What is discouraging about Rocky's career, however, isn't that money he never earned bought it for him, but that it could buy such high places for such a mediocrity of middling intelligence. The great Rockefeller conspiracy in recent decades hasn't been their supposed clandestine power to rule the world but the genteel agreement to gloss over and hide their talent-free ordinariness. Only now does one hear cutting observations on the disastrous record brother David Rockefeller has wrought as head of the Chase Manhattan Bank, an institution that has done little but lose power, position and money during the years he has run it.
From the first, Nelson could have been spotted as an incompetent loser. As a young man, it was he who was responsible for the destruction of a monumental Diego Rivera mural in the great hall of Rockefeller Centre's RCA building because the Mexican master had painted the likeness of Lenin on the neck of one of the figures. In like manner, he prevented the showing of Citizen Kane in Rockefeller Centre's art deco triumph, Radio City Music Hall, because of a threatening call from one of Randolph Hearst's gossip columnists.

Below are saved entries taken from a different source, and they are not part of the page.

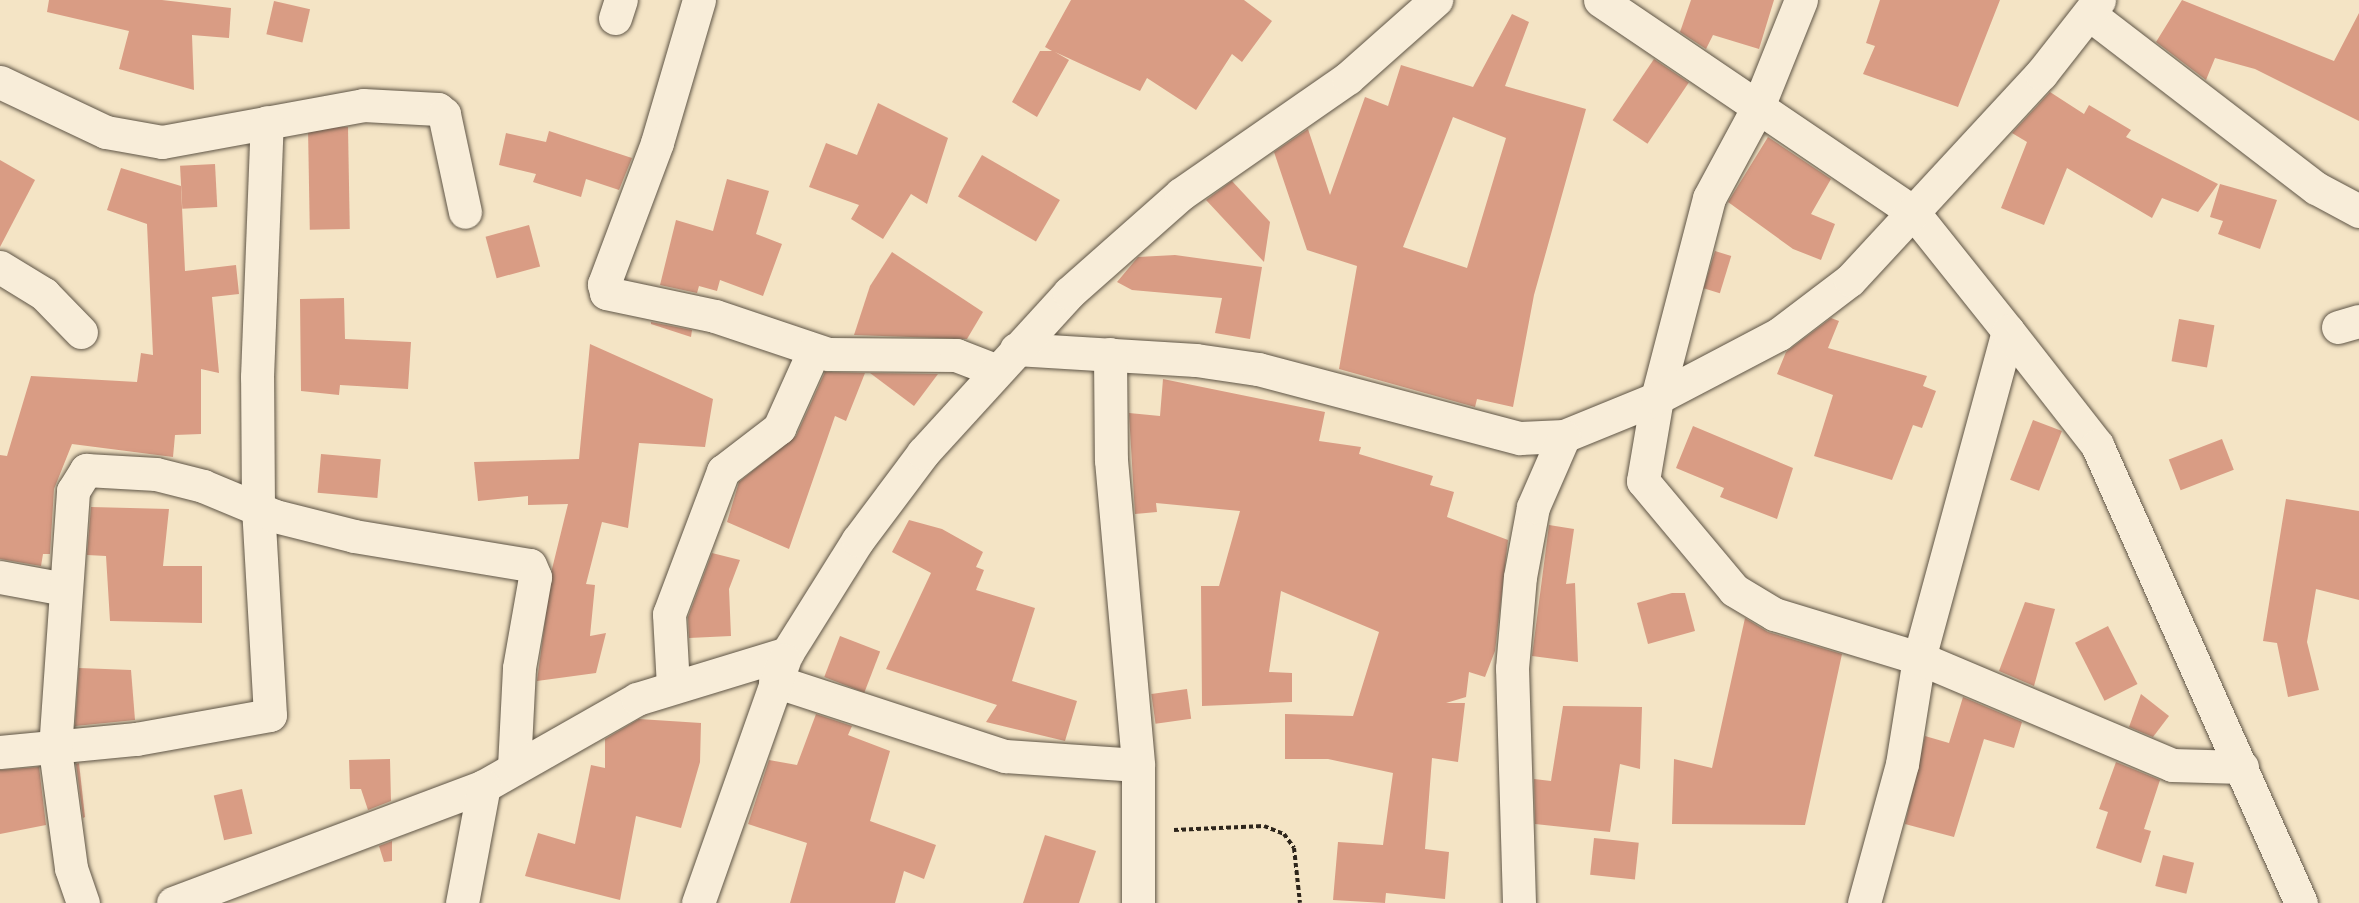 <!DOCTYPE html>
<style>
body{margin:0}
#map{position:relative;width:2359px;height:903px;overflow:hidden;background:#f4e4c5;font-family:"EB Garamond",serif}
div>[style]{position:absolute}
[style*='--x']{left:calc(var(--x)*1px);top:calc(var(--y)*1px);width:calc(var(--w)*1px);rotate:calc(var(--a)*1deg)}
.building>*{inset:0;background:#d99c84;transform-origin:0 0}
.path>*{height:4px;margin-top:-2px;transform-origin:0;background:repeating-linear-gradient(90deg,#2d251b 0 4.5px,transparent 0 7.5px)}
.roads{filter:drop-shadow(0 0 2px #5f5546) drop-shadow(0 0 2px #5f5546)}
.minor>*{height:33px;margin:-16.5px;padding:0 16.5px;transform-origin:16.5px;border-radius:16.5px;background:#f8edd9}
span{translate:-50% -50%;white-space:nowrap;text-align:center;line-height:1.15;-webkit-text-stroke:6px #f8edd9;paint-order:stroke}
</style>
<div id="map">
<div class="building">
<i style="clip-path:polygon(49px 0,162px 0,231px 8px,229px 38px,192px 35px,194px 90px,119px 69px,129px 31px,47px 12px)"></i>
<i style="clip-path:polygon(1071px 0,1244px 0,1272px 21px,1242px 62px,1232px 54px,1196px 110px,1147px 78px,1140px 91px,1055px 52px,1069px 60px,1037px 117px,1012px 102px,1040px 51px,1052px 51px,1045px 47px)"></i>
<i style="clip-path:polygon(1691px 0,1774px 0,1759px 49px,1713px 35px,1706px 49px,1680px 32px)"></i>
<i style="clip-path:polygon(1880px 0,2000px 0,1958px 107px,1863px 74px,1875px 46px,1866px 43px)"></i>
<i style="clip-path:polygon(2182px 0,2334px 61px,2359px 13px,2359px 121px,2255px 69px,2215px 58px,2206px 80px,2156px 42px)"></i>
<i style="left:274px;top:1px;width:37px;height:34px;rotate:13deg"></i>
<i style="clip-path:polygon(evenodd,1512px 14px,1529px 22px,1505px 86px,1586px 109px,1534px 295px,1513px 407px,1477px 399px,1475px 407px,1339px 369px,1357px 266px,1307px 250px,1274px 152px,1308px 129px,1330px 195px,1365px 97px,1388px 106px,1401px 65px,1473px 87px,1512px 14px,1453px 117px,1506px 138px,1467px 268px,1403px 247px,1453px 117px)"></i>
<i style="left:1654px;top:59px;width:42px;height:74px;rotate:34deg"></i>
<i style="clip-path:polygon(2050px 92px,2084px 114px,2089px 105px,2131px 130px,2126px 137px,2218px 184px,2198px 212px,2162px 198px,2152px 218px,2067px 168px,2044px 225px,2001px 208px,2027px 142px,2012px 133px)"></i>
<i style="clip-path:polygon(878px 103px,948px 138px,927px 204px,911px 194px,883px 239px,851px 219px,859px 205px,809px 187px,826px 143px,857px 155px)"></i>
<i style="left:348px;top:127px;width:102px;height:40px;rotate:89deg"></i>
<i style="clip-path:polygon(549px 131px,632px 158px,619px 190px,586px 179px,581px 197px,533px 182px,536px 174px,499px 165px,506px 133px,546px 142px)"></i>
<i style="clip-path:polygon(1768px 137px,1831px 179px,1811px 214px,1835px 224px,1821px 260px,1793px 249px,1728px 202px)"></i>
<i style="left:982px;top:155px;width:90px;height:48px;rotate:30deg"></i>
<i style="clip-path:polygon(0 160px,35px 180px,0 247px)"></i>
<i style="left:215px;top:164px;width:43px;height:35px;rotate:87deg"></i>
<i style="clip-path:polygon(121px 168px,181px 186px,185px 271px,236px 265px,239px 294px,212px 297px,219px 373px,201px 369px,201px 434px,175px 435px,173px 457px,72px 444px,54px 489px,50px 554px,43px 554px,41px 566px,0 559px,0 455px,7px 456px,31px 376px,137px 382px,141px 353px,153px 355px,147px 224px,107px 210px)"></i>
<i style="clip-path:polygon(727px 179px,769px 191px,756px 234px,782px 244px,763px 296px,720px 280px,717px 291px,699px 286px,697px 293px,660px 285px,676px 220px,713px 231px)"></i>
<i style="clip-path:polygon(1232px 181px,1270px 222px,1264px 262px,1206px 200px)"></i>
<i style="clip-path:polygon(2220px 184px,2277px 200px,2260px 249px,2218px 234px,2223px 221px,2210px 217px)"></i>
<i style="left:529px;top:225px;width:43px;height:45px;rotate:75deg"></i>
<i style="left:1715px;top:251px;width:17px;height:39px;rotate:17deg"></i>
<i style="clip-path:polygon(892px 252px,983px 312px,967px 339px,854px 335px,870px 286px)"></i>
<i style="clip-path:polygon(1175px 255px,1262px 267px,1250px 339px,1215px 333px,1222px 298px,1132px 290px,1117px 282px,1138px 257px)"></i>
<i style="clip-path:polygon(344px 298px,345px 339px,411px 342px,408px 389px,340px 385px,339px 395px,301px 391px,300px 299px)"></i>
<i style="clip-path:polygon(1831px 318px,1839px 321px,1828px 348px,1927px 376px,1923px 386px,1936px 391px,1922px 428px,1913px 425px,1892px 480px,1814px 456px,1833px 395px,1777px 374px,1786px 352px)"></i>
<i style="left:2179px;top:319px;width:36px;height:43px;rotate:10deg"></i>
<i style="clip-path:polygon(651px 322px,692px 330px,691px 337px,651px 324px)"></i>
<i style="clip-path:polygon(590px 344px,713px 399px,705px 447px,639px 443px,628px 528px,602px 522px,586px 584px,595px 585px,590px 636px,606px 633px,596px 673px,537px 681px,552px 569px,568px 504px,528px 505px,528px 496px,478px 501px,474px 462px,579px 459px)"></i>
<i style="clip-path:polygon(825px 372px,865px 373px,846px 421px,835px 416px,789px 549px,727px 522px,739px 482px,796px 436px)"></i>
<i style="clip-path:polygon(870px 373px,938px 374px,914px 406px)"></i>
<i style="clip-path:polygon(1163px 379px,1325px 412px,1319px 441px,1361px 447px,1359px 454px,1433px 476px,1430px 485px,1454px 492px,1447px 517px,1508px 540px,1495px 651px,1485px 677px,1469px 672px,1466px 697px,1446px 703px,1465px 703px,1458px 762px,1432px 758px,1425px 849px,1449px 852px,1445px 899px,1386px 893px,1385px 903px,1333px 900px,1338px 842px,1383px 845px,1393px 773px,1328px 759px,1285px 759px,1285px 714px,1353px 716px,1379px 632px,1281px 591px,1269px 672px,1292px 673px,1292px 702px,1202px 706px,1201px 586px,1219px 586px,1240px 511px,1156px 503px,1157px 512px,1135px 514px,1129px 413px,1160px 416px)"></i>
<i style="left:2033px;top:420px;width:31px;height:64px;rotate:21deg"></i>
<i style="clip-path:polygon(1693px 426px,1793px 468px,1777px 519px,1720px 497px,1724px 488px,1676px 468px)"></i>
<i style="left:2222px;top:439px;width:33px;height:57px;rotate:69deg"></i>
<i style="left:321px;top:454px;width:60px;height:39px;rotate:5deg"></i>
<i style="clip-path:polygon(2286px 499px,2359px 511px,2359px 600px,2316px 589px,2307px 642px,2319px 690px,2288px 697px,2277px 643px,2263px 641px)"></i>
<i style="clip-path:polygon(91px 507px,169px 509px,163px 566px,202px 566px,202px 623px,110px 621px,106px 556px,87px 555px)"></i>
<i style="clip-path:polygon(909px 520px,942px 529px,983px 552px,976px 567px,984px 570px,976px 590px,1035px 608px,1012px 681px,1077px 701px,1065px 741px,986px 722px,997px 705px,886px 669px,931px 573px,892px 552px)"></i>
<i style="clip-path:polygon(1549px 525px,1574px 529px,1566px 584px,1575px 583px,1578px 662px,1532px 656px)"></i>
<i style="clip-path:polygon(712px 553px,740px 560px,729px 589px,731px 636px,689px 638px,688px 617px)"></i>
<i style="clip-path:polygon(1672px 593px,1685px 593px,1695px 631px,1648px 644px,1637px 603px)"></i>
<i style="clip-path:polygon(2025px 602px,2055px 609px,2034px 686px,1999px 671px)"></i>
<i style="clip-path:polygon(1745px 618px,1768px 632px,1842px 654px,1805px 825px,1672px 824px,1674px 759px,1712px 768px)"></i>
<i style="left:2108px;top:626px;width:65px;height:37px;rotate:63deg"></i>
<i style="left:840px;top:636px;width:43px;height:44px;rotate:21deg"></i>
<i style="clip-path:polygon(79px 668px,131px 670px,135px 720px,75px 726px)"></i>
<i style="left:1187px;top:689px;width:30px;height:36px;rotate:82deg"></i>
<i style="clip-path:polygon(2141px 694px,2169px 716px,2153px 737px,2129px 727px)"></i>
<i style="clip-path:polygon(1963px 697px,2022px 722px,2014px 748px,1984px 739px,1954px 837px,1905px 824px,1925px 736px,1949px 743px)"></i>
<i style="clip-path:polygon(1563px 706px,1642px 707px,1640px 769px,1620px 764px,1610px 832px,1535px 824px,1534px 779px,1551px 781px)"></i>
<i style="clip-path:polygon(816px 714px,852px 726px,848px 735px,890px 751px,870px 821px,936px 845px,924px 879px,904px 871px,895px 903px,790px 903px,807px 843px,748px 824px,769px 760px,797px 765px)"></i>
<i style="clip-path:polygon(639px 719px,701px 723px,700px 762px,681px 828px,636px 816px,620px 900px,525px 876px,538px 833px,575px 844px,591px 765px,605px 768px,605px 739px)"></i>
<i style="clip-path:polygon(390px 759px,391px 801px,368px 810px,361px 789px,350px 789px,349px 760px)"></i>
<i style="clip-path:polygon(2116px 762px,2160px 780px,2144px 829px,2151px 831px,2141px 863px,2096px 848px,2108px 812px,2099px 809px)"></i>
<i style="clip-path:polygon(79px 763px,85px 817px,83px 818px,76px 764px)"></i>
<i style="clip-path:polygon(39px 767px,46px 825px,0 834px,0 770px)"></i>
<i style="left:242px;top:789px;width:46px;height:29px;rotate:77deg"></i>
<i style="clip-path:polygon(1045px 835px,1096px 851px,1079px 903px,1023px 903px)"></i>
<i style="left:1594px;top:838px;width:45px;height:37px;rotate:6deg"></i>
<i style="clip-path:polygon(392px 841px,392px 861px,384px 862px,379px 846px)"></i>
<i style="left:2163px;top:855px;width:32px;height:32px;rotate:14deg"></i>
</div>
<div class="path">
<i style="--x:1174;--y:830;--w:90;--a:-2.5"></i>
<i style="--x:1264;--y:826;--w:22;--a:22"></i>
<i style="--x:1284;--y:834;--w:17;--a:54"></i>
<i style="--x:1294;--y:848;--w:55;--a:83.8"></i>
</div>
<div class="roads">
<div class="minor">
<i style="--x:699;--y:0;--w:149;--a:106.4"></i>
<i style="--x:657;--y:143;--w:151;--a:110.6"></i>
<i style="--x:604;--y:284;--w:9;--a:77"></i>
<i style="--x:606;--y:293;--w:111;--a:11.9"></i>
<i style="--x:715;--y:316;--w:119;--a:18.6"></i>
<i style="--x:828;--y:354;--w:128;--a:0.4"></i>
<i style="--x:956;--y:355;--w:42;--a:21"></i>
<i style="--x:1600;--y:0;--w:378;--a:34.1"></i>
<i style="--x:1913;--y:212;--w:152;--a:51.4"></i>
<i style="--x:2008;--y:331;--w:339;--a:105.2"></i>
<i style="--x:1919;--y:658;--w:107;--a:99.1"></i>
<i style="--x:1902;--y:764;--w:144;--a:105.3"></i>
<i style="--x:1801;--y:0;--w:115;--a:111.9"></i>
<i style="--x:1758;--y:107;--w:103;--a:118.3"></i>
<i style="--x:1709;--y:198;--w:207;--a:104.6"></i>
<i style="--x:1657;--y:398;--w:84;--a:99.6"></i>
<i style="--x:1643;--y:481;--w:142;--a:50.1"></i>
<i style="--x:1734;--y:590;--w:47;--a:31"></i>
<i style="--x:1774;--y:614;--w:152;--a:16.9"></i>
<i style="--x:1919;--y:658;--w:275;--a:22.9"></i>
<i style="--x:2172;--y:765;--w:70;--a:1.6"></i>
<i style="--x:2089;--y:14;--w:286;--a:37.5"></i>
<i style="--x:2316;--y:188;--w:49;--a:28.1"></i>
<i style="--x:615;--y:18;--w:19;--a:-72"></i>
<i style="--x:0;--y:82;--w:117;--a:25.3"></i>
<i style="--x:106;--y:132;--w:57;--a:10.1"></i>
<i style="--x:162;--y:142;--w:204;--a:-10.4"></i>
<i style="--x:363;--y:105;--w:75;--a:3.1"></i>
<i style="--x:438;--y:109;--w:8;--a:40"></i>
<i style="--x:444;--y:114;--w:100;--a:77.9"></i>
<i style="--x:0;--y:267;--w:52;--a:31.5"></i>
<i style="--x:44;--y:294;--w:53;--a:45.8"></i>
<i style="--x:2338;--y:327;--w:22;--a:-16"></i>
<i style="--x:2008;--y:331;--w:145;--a:52"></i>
<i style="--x:2097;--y:445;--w:501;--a:65.99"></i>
<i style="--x:1016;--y:349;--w:180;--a:3.5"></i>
<i style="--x:1196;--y:360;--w:63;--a:8.3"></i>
<i style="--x:1258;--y:369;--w:271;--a:14.8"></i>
<i style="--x:1520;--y:438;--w:44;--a:-2.6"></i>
<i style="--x:1564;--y:436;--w:100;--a:-22.2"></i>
<i style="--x:1657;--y:398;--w:138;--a:-27.7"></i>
<i style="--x:1779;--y:334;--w:89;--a:-37.3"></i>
<i style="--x:1850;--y:280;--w:281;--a:-47.2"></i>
<i style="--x:2041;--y:74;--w:94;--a:-51.9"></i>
<i style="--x:1110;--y:354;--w:106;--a:89.5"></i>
<i style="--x:1111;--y:460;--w:306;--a:84.9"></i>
<i style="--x:1138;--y:765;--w:138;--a:90"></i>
<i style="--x:0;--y:577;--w:66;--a:10.5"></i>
<i style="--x:775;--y:681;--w:242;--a:18.1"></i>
<i style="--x:1005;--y:756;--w:133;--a:3.9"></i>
<i style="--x:673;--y:686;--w:72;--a:-93.2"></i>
<i style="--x:669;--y:614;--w:153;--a:-69.3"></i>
<i style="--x:723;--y:471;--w:71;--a:-37.5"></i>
<i style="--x:779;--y:428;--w:85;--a:-65.8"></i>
<i style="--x:0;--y:752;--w:137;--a:-5.5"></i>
<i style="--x:136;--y:739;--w:136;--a:-10.2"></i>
<i style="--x:270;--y:715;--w:206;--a:-93.3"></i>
<i style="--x:258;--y:509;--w:132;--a:-90.4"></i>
<i style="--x:257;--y:377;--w:255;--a:-87.8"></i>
<i style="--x:83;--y:903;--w:37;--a:-109"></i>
<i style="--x:71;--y:868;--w:120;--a:-97.7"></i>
<i style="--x:55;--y:749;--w:259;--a:-86"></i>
<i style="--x:73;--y:491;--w:25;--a:-58"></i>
<i style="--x:86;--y:470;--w:70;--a:3.3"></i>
<i style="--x:156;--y:474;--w:49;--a:14.3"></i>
<i style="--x:203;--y:486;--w:78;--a:22.6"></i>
<i style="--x:275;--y:516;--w:81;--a:14.2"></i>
<i style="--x:354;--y:536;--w:178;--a:9.4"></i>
<i style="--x:530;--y:565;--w:13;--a:67"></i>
<i style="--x:535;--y:577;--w:92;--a:100"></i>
<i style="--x:519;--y:668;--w:100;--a:92.9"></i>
<i style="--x:173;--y:903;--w:332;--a:-20.6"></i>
<i style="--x:484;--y:786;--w:176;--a:-29.6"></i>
<i style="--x:637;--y:699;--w:157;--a:-17"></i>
<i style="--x:787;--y:653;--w:133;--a:-57.9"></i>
<i style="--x:858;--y:540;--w:109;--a:-53.2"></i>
<i style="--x:923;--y:453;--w:217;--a:-47.6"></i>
<i style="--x:1069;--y:293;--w:149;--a:-41.5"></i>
<i style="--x:1181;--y:194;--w:203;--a:-34.8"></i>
<i style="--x:1348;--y:78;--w:118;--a:-41.6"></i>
<i style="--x:462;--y:903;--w:119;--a:-79.4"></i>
<i style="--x:698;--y:903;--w:258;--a:-70.5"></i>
<i style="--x:1519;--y:903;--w:235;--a:-91.7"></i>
<i style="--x:1512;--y:668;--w:91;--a:-85"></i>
<i style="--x:1520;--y:577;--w:71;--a:-79.5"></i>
<i style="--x:1533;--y:507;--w:77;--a:-66.4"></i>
</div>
</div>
</div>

The same weakness under pressure showed when as Governor of New York he botched the handling of a routine prison riot with the result that 38 men died. Nine of the deaths were prison guards who were accidentally killed by policemen. In New York State his administration made a name for itself in slovenly waste as it drove the state billions of dollars into debt and laid the foundations for the high taxes, loss of jobs and near bankruptcy from which the place still suffers.
An hysterical Rocky who pushed through a mandatory life sentence for dope peddlers was nevertheless known for a generation as the liberal voice of the Republican Party. His liberality consisted mostly of using other people's tax money for large welfare payments. In the Fifties he was the national leader of the movement to build a bomb shelter in every backyard and was so critical of Eisenhower's defence policies that Ike retorted: `I suspect Nelson has been listening too closely to half-baked advisers.' A shaft aimed perhaps at Henry Kissinger, Nelson's principal half-baked adviser.
If Nelson in life eccentrically tried to convert his fellow countrymen to the exis tence of atomic beavers in bomb shelter burrows, in death he has been the cause of entertaining prurient rumours at a moment of numbing dullness, that of President Car ter's state of the union speech. This poor, plodding, presidential person went before Congress and the nation to deliver a speech which, judged even by the low standards now used to measure Jimmy's efforts, was soporific past endurance. The next morning when the nation awoke from its White House-induced narcaleptic seizure, it was discovered by political archaeologists sifting through the already ancient text that Mr Carter had attempted to give his administration a slogan a la New Deal, New Frontier and New Society. His was to be the New Foundation.
This was the inspiration for a certain number of coarse puns about women's undergarments, but they didn't last long and Mr Carter himself predicted his slogan won't either. What persists is the opinion that, nice guy though he is, Mr Carter isn't capable of getting anything done.